Public Health and Private Healthcare

Public Health and Private Healthcare

By: Robert Scott

All writers in Op Ed are here to inform and acknowledge issues of importance to our communities, however these writings represent the views  and opinions of the authors and not necessarily of The Advertiser. 

A crisis has a way of focusing the mind. Whether it becomes a crisis for Edgefield or for merely for the world outside our county, the spread of Coronavirus – more correctly, COVID-19 – from China to here is providing an opportunity to review how we provide health care, and how we can provide it better: more effectively, more efficiently, and most important of all, more fairly.

The threat of an epidemic that has not arrived here, at least not yet, forces us to answer once again what according to Genesis is one of the oldest questions perplexing mankind: am I my brother’s keeper? The Bible answers the ethical and moral question in the affirmative: each of us has the duty to become the “keeper” of our brothers and sisters. This is especially true in a shrinking world of globalization, where more and more people qualify for inclusion in our metaphorical family.

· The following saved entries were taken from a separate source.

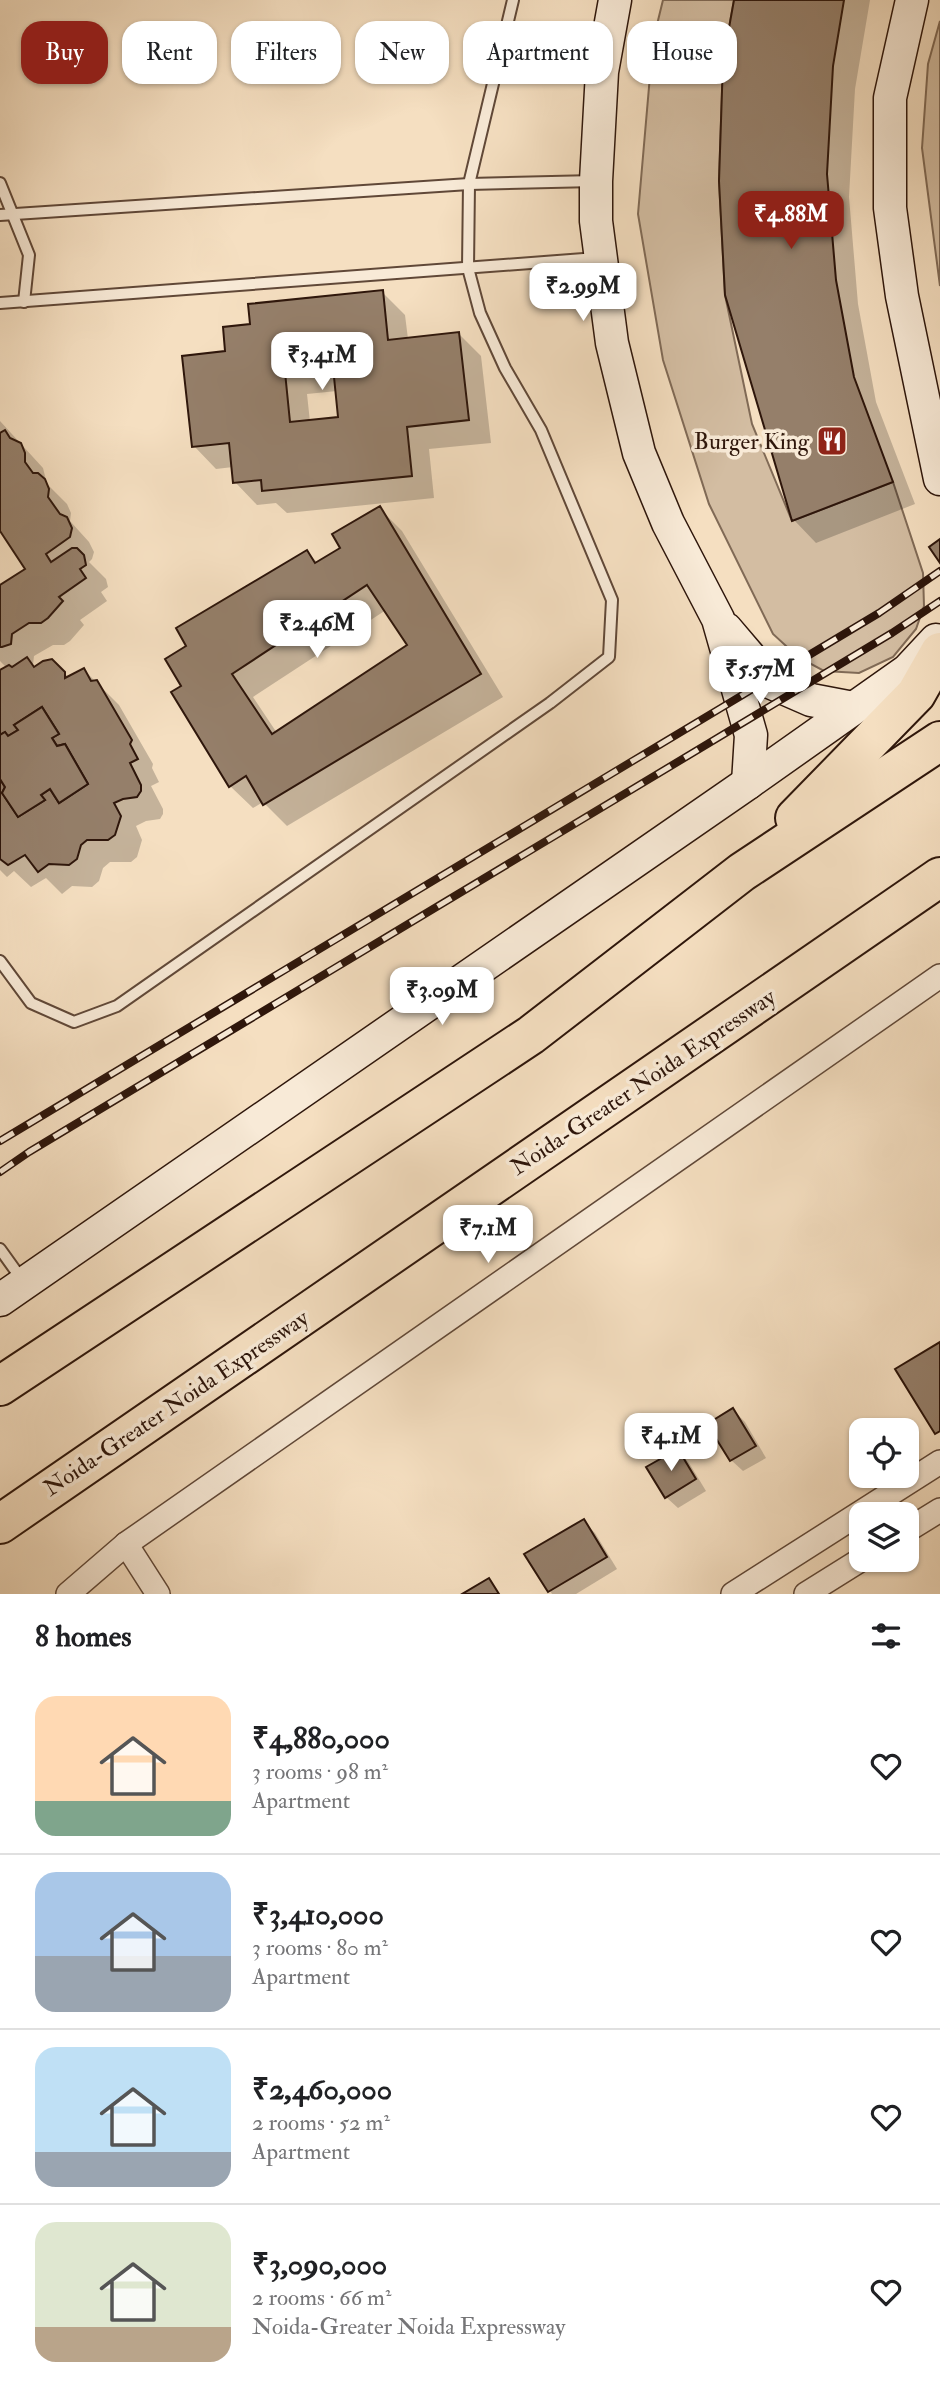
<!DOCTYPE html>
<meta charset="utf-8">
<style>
body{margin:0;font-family:"IM FELL Double Pica",serif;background:#f6f6f6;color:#202124;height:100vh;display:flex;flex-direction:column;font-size:26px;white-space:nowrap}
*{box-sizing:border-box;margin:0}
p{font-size:23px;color:#757577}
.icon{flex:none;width:38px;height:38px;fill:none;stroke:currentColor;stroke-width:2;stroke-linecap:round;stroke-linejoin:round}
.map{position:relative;height:1594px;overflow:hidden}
.panel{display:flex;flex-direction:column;background:#fff;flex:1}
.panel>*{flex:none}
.banner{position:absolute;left:21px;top:21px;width:900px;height:63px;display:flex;gap:14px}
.tools{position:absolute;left:849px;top:1418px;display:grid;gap:14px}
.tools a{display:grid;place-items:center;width:70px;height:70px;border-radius:14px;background:#fff;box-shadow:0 2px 5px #0004;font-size:35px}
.price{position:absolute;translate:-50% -60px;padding:0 16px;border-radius:14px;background:#fff;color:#222;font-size:23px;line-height:46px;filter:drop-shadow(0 2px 4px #0008)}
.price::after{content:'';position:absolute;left:50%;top:42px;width:21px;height:16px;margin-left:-10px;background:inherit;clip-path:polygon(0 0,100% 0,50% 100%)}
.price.active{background:#8f2418;color:#fff}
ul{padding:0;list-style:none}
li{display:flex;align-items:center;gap:21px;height:175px;padding:0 35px}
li+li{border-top:2px solid #e0e0e0}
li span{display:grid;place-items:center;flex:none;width:196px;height:140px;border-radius:21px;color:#555}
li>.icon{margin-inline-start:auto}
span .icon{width:84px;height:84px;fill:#fffc;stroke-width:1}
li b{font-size:30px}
h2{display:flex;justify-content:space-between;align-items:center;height:84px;padding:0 35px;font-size:30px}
.chip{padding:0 24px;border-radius:21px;background:#fff;box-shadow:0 2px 5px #0004;font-size:24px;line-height:63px}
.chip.active{background:#8f2418;color:#fff}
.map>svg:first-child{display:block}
.green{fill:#d3bda2;stroke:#806a56;stroke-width:2}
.shadow{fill:#0003;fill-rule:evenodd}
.building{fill:#957f6a;stroke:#2e160b;stroke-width:2;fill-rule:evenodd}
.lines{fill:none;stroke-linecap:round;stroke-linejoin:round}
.lane-casing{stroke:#604838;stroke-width:14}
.street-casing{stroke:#604838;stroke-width:26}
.secondary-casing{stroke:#2e160b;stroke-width:35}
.highway-casing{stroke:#2e160b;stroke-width:42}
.lane{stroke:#f8ead7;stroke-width:10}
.street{stroke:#f8ead7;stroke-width:23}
.secondary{stroke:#f8ead7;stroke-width:32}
.highway{stroke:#f5dfc1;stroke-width:38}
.rail-casing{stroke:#2e160b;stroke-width:8}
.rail{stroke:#f8ead7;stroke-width:5;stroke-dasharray:16;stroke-linecap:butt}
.labels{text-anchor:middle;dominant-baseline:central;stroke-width:7;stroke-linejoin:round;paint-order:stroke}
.poi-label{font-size:23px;fill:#2e160b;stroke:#f8ead7;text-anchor:end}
.street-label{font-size:23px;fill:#2e160b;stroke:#f8ead7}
</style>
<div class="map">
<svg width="940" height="1594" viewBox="0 0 940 1594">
<rect width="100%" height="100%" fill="#f5dfc1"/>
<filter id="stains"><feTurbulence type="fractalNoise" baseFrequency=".00286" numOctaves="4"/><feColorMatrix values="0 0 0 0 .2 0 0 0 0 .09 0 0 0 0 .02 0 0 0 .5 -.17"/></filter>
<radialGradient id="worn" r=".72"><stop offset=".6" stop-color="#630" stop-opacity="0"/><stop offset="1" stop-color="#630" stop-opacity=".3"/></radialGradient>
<g class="green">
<path d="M663,0H734L723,61L719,181L725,295L752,424L792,521L893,482L923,573L924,606L916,629L893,657L859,673L824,671L798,657L773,634L709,504L663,360L638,214L653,41Z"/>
<path d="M940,21V286L922,148L928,64Z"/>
</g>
<g class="shadow">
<path d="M736,0H870L855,89L849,197L858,304L876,402L915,504L816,543L794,520Z"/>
<path d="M382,292L405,315L408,339L459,334L481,356L491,443L429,449L434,498L287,513L276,503L257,505L235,482L233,467L216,469L194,446L227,352L252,326ZM337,391L340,419L310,422L307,394Z"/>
<path d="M0,421L43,468L47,484L67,504L71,513L70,521L89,542L94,552L92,559L89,562L106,579L108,587L101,592L107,601L80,620L84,625L70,641L64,645H53L34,656L33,665L36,668L52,661L69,678L84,670L119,705L153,764L152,768L159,782L151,786L163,809V814L160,819L146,821L136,826L142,840L137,857L131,862H110L103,868L99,881L92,887L72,886L62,894L46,878L31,887L14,871L7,877L0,870V672L7,668L0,661V587L27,569L0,528Z"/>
<path d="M379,508L402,531L503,697L287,826L263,802L253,808L230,786L183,687L189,646L307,552L318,563L342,549ZM386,610L409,645L277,733L253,697Z"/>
<path d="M733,1410L745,1422L766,1458L743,1471L731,1460Z"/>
<path d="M678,1451L689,1463L706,1491L678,1508L666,1497Z"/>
<path d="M583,1521L595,1533L617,1569L576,1594H552L527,1554Z"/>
</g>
<g class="building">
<path d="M734,0H844L833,66L827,174L836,280L854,377L893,482L792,521L725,295L719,181L723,61Z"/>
<path d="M383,290L388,340L459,332L469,420L407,427L412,476L262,491L261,480L233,483L229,443L192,447L182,356L225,351L223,327L250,324L248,304ZM333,367L338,417L290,422L285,372Z"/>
<path d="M5,430L10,438L21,443L25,453V462L33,473H38L45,479L49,489L48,497L60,514L67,517L72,528L70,537L46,554L51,562L72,548H77L84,555L86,565L80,569L86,578L59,597L63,601L48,618L41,623H29L12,634L11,644L2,647H0V585L25,569L0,531V433Z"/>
<path d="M380,506L481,674L263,805L246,776L229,787L171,692L181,686L165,659L186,646L176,628L307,550L315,563L340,548L332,534ZM367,585L407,645L272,734L232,674Z"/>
<path d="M940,539V563L929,547Z"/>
<path d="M27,657L34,667L43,661L52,659L65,672V678L84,668L91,681L97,680L132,740L130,744L138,759L130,763L141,785V791L137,797L123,799L114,803L121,816L115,835L108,840H87L81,845L77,859L69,865L49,864L38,872L25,855L8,865L0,859V779L5,787L2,793L18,817L45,800L41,795L50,789L59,803L88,784L65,744L57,746L52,738L59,734L42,707L14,725L18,730L8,736L5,732L0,735V670L9,665L12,667Z"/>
<path d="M42,707L59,734L52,738L57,746L65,744L88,784L59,803L50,789L41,795L45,800L18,817L2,793L5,787L0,779V735L5,732L8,736L18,730L14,725Z"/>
<path d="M940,1342V1431L935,1434L895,1369Z"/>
<path d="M733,1408L756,1446L730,1461L707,1424Z"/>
<path d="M678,1449L696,1479L665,1498L646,1467Z"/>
<path d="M584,1519L607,1557L548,1592L524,1554Z"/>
<path d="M489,1578L499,1594H462Z"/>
</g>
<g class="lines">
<g class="lane-casing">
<g id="lane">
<path d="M0,183L29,255L24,302"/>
<path d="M0,215L469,184L595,181"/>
<path d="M0,303L597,258"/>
<path d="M0,961L31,1003L74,1022L117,1006L550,703L609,657L612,600L541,430L505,368L480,313L468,268L469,184L513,0"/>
<path d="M0,1249L23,1281"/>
</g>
</g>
<g class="street-casing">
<g id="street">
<path d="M906,1531L940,1510"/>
<path d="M126,1544L158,1594"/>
<path d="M68,1594L126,1544L940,976"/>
<path d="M733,1594L940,1462"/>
<path d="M806,1594L862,1559"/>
</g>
</g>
<g class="secondary-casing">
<g id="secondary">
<path d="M615,0L602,72L596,181V221L612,343L639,453L668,523L718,619L751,735L748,783"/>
<path d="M912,0L890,98V208L902,296L940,479"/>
<path d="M726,629L772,683L811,700L853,708"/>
<path d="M0,1300L748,783L908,670L936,640"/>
</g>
</g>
<g class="highway-casing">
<g id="highway">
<path d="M795,818L916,694L940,652"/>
<path d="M0,1386L531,1035L742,872L940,741"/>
<path d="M0,1524L940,877"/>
</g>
</g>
<use href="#lane" class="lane"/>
<use href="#street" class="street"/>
<use href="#secondary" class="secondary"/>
<use href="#highway" class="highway"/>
<g class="rail-casing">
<g id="rail">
<path d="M0,1141L879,613L940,571"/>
<path d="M0,1172L29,1152L892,633L940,601"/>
</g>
</g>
<use href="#rail" class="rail"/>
</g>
<defs>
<g id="restaurant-square" transform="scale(1.575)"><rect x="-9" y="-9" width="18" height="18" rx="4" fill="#8f2418" stroke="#f8ead7"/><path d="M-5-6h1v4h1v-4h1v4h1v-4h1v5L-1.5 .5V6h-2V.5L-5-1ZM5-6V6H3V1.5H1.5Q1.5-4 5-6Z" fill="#fff"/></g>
</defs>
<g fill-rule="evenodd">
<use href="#restaurant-square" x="832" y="441"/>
</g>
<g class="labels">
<g class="poi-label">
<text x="809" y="441">Burger King</text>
</g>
<g class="street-label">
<text transform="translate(643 1082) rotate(-34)">Noida-Greater Noida Expressway</text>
<text transform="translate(176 1403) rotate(-34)">Noida-Greater Noida Expressway</text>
</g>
</g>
<rect width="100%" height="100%" filter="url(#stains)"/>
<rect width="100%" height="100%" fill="url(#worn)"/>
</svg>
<div class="tools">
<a><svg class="icon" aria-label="locate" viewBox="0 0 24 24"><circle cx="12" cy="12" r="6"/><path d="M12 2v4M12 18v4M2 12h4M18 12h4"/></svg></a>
<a><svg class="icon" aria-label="layers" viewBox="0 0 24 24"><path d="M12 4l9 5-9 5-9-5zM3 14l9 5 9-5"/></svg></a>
</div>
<b class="price active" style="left:791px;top:251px">₹4.88M</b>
<b class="price" style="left:583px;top:323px">₹2.99M</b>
<b class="price" style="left:322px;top:392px">₹3.41M</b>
<b class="price" style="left:317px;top:660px">₹2.46M</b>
<b class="price" style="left:760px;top:706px">₹5.57M</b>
<b class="price" style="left:442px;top:1027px">₹3.09M</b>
<b class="price" style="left:488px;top:1265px">₹7.1M</b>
<b class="price" style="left:671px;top:1473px">₹4.1M</b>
<div class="banner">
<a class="chip active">Buy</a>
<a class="chip">Rent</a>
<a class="chip">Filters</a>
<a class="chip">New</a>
<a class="chip">Apartment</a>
<a class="chip">House</a>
</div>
</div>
<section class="panel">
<h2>8 homes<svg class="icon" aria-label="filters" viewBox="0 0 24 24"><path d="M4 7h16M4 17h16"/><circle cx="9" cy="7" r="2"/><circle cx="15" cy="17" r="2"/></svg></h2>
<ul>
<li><span style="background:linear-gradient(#ffd9b3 75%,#7fa58c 0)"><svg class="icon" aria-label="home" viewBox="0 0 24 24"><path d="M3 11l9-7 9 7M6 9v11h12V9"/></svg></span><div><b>₹4,880,000</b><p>3 rooms · 98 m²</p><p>Apartment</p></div><svg class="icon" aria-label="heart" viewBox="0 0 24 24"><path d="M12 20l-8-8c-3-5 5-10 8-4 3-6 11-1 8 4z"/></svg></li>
<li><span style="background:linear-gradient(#a9c7e8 60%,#9aa5b1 0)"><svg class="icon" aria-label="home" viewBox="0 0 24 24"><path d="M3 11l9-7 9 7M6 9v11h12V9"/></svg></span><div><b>₹3,410,000</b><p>3 rooms · 80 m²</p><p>Apartment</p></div><svg class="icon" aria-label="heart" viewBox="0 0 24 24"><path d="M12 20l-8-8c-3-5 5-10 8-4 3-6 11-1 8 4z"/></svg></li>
<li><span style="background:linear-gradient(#bfe0f5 75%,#9aa5b1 0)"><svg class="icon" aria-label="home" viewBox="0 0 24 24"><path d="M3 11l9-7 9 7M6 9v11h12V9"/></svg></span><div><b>₹2,460,000</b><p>2 rooms · 52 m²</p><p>Apartment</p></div><svg class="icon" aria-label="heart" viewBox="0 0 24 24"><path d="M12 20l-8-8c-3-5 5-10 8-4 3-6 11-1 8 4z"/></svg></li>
<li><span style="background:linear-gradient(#dfe7d0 75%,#b9a48a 0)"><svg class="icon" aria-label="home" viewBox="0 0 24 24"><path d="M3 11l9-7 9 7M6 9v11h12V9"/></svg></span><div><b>₹3,090,000</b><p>2 rooms · 66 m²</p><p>Noida-Greater Noida Expressway</p></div><svg class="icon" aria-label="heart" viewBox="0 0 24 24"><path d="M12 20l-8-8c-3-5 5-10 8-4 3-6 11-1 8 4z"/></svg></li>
</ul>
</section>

With an epidemic, there are additional practical, even selfish reasons why we must be one another’s keepers. Who should be concerned with testing and treating that customer who is coughing next to you in line at Walmart? If she or he is beginning to experience flu symptoms, it only makes sense for us to encourage them to be tested, and if they test positive, to be treated. But what if that person is one of the thousands who were left without health insurance when South Carolina opted not to expand Medicaid coverage a few years ago, should that matter? If they cannot afford to be tested or treated without that insurance, should the answer be just not to worry about that? Leaving numbers of our fellow South Carolinians outside of Obamacare was argued by our local politicians as the only fiscally responsible action to take. Now that we can see that everybody’s health is intimately tied to our own, perhaps it is time to review and to reverse that decision. Can we do that this season, in spring of 2020?

And how about those migrant workers whom we all see arriving as peach harvest time approaches, should we be concerned about their health – and the health of their families, those who have brought families with them to Edgefield County? Does it matter whether those workers or their families are appropriately documented, if they are coughing as they stand next to you in line at Walmart? Should our message in Edgefield County be this: if you go to a doctor and your papers are not in order, then ICE may be called, and you may be detained and perhaps arrested. If you cannot afford the test or the time to recover, then your wages may be docked. How many people would that persuade just to “tough it out” and hope for the best?

Our American healthcare system has been described by some as the best in the world, and by others as profoundly unfair to the neediest among us. The emergence of COVID-19 is providing us all with an incentive to fix its shortcomings, and to do so now: for their sake, the neediest among us, yes; but for all our sake, as well. Our physical health – and our moral health – demand it.